Vigie parité fédérale finale: une première élection en zone paritaire

Le NPD enregistre les résultats les plus élevés, avec une parité parfaite au Québec, et quasi parfaite à l’échelle canadienne (49,1%).
Photo: Andrew Vaughan La Presse canadienne Le NPD enregistre les résultats les plus élevés, avec une parité parfaite au Québec, et quasi parfaite à l’échelle canadienne (49,1%).

Quatre ans après la formation d’un cabinet paritaire à Ottawa, les cinq partis fédéraux font franchir un autre pas à la politique canadienne : pour la première fois, les formations présentes à Ottawa ont réussi à dépasser le seuil de 40 % de candidates à une élection.

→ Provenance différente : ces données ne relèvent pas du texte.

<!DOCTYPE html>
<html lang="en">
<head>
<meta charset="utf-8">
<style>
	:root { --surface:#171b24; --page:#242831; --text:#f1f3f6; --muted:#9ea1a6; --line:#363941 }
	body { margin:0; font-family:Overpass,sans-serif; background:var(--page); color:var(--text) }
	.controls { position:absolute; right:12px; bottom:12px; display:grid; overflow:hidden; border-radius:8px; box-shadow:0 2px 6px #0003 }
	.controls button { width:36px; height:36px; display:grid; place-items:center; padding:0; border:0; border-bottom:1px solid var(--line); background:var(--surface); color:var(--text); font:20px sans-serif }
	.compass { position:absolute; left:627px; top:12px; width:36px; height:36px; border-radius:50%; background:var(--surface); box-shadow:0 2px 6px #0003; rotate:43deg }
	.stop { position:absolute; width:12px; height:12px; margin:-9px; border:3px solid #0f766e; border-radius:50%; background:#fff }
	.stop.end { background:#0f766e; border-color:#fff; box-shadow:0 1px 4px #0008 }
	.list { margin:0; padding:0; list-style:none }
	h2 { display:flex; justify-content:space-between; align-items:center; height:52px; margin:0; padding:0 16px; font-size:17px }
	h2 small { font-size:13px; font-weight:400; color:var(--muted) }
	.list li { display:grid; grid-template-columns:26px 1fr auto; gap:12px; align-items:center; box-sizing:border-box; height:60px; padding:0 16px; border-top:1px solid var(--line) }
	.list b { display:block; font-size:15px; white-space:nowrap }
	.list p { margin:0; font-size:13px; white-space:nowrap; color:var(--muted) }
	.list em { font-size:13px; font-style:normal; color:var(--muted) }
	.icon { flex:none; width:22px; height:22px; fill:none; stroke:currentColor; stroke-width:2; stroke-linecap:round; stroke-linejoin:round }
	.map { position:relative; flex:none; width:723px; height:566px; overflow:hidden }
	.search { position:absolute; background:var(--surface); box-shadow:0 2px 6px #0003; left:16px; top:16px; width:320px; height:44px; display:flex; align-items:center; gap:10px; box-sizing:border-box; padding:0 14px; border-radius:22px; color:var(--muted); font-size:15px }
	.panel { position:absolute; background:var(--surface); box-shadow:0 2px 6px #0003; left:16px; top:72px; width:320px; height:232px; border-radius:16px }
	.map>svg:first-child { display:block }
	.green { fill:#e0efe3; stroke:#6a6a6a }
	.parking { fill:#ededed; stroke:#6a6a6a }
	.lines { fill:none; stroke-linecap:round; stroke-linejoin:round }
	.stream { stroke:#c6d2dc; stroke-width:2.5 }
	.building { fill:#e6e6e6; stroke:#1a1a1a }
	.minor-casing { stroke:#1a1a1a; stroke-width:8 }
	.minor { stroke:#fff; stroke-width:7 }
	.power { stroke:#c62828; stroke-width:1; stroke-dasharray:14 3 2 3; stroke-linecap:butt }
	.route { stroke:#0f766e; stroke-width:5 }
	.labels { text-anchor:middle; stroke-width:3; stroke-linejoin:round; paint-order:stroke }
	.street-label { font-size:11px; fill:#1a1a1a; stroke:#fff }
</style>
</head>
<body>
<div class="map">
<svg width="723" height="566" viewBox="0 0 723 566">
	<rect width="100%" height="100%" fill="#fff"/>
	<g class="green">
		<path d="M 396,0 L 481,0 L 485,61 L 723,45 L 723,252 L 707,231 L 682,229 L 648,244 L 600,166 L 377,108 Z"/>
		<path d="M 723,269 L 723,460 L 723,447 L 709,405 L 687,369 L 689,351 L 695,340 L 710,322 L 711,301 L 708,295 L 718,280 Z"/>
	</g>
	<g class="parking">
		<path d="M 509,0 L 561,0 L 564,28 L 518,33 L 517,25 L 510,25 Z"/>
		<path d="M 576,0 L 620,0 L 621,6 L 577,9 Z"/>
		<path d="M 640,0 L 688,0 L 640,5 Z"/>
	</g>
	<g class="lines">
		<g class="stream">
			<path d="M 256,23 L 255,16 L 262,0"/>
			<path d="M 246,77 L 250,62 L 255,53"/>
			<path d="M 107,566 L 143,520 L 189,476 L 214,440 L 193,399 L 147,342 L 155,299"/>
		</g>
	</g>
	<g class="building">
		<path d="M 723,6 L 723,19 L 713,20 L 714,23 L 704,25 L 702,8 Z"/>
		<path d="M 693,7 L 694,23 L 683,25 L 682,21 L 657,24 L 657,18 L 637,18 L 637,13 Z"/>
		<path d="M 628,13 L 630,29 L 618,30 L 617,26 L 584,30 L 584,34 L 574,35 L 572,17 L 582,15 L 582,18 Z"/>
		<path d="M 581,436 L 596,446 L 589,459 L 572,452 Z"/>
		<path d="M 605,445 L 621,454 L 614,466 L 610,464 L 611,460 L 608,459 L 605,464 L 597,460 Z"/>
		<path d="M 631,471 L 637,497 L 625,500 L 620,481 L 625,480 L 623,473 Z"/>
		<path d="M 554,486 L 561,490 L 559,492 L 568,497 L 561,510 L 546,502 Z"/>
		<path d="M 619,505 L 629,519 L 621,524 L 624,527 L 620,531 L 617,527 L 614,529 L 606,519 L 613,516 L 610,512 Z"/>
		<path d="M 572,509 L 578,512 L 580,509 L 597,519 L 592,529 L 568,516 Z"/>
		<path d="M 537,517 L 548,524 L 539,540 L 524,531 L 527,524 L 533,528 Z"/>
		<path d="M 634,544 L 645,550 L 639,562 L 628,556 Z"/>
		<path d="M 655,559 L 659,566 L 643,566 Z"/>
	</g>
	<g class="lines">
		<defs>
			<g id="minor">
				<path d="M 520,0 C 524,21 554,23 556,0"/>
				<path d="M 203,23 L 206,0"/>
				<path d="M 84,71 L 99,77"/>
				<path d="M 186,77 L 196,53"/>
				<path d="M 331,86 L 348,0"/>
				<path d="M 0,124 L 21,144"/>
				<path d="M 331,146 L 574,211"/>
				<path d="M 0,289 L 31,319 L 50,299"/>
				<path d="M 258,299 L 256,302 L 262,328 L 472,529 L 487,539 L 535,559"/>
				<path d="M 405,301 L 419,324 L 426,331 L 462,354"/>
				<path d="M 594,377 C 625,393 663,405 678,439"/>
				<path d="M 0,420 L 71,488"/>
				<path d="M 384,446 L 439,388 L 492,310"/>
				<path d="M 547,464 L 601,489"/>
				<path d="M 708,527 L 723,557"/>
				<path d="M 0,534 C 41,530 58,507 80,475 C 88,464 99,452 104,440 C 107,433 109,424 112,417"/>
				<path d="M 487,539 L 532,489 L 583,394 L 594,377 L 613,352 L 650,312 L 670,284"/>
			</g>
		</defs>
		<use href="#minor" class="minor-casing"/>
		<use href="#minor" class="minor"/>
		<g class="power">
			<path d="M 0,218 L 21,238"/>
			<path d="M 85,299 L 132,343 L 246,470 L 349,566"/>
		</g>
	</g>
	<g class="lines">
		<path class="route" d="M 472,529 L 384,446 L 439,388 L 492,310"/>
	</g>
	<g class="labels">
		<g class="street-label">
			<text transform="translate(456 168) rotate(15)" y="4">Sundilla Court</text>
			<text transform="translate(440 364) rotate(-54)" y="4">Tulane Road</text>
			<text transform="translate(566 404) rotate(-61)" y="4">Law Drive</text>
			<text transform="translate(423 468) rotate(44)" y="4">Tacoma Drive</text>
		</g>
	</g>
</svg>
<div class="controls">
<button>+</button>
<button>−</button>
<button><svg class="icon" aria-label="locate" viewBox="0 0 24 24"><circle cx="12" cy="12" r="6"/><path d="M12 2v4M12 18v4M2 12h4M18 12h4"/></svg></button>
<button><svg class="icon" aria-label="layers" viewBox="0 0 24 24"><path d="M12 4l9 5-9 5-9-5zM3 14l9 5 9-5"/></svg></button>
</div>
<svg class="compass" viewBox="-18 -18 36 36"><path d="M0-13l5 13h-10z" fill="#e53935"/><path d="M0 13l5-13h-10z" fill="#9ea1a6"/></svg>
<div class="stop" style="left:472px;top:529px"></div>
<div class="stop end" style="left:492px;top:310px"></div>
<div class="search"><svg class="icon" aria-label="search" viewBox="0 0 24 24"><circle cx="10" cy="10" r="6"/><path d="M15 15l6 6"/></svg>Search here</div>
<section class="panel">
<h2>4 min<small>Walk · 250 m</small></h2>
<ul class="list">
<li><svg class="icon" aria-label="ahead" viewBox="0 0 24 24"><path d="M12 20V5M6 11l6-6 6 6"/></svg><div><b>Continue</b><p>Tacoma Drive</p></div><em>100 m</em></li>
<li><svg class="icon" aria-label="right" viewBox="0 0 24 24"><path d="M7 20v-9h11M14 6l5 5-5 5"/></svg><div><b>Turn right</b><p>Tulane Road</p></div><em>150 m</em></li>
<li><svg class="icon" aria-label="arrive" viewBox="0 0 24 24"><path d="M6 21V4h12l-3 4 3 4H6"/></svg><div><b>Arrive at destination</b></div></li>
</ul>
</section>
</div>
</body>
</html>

Il y a précisément 41,6 % de femmes parmi les candidats du Parti libéral du Canada (PLC), du Parti conservateur du Canada (PCC), du Nouveau Parti démocratique (NPD), du Parti vert du Canada (PVC) et du Bloc québécois, indique le relevé final du projet Vigie parité mené par Le Devoir depuis le 8 mars. La période de mise en candidature pour les élections du 21 octobre est terminée depuis lundi.

Le taux de candidatures féminines s’établit à 43,3 % si on ne considère que le Québec. Dans un cas comme dans l’autre, c’est le NPD qui enregistre les résultats les plus élevés, avec une parité parfaite au Québec, et quasi parfaite à l’échelle canadienne (49,1 %).

 

Au niveau national, le Parti vert suit avec 46,2 %, devant les libéraux (39,4 %) et les conservateurs (31,1 %). Ces deux derniers partis ont amélioré sensiblement la diversité de leur recrutement depuis les élections de 2015 : les libéraux avaient alors eu 31 % de candidates, et les conservateurs 20 %. Les verts et les néodémocrates étaient déjà au-dessus du seuil minimal de la zone paritaire, établi à 40 %.

41,6
C’est le pourcentage de femmes candidates parmi les candidats des cinq principaux partis fédéraux. La période de mise en candidature pour les élections du 21 octobre prochain est terminée depuis lundi.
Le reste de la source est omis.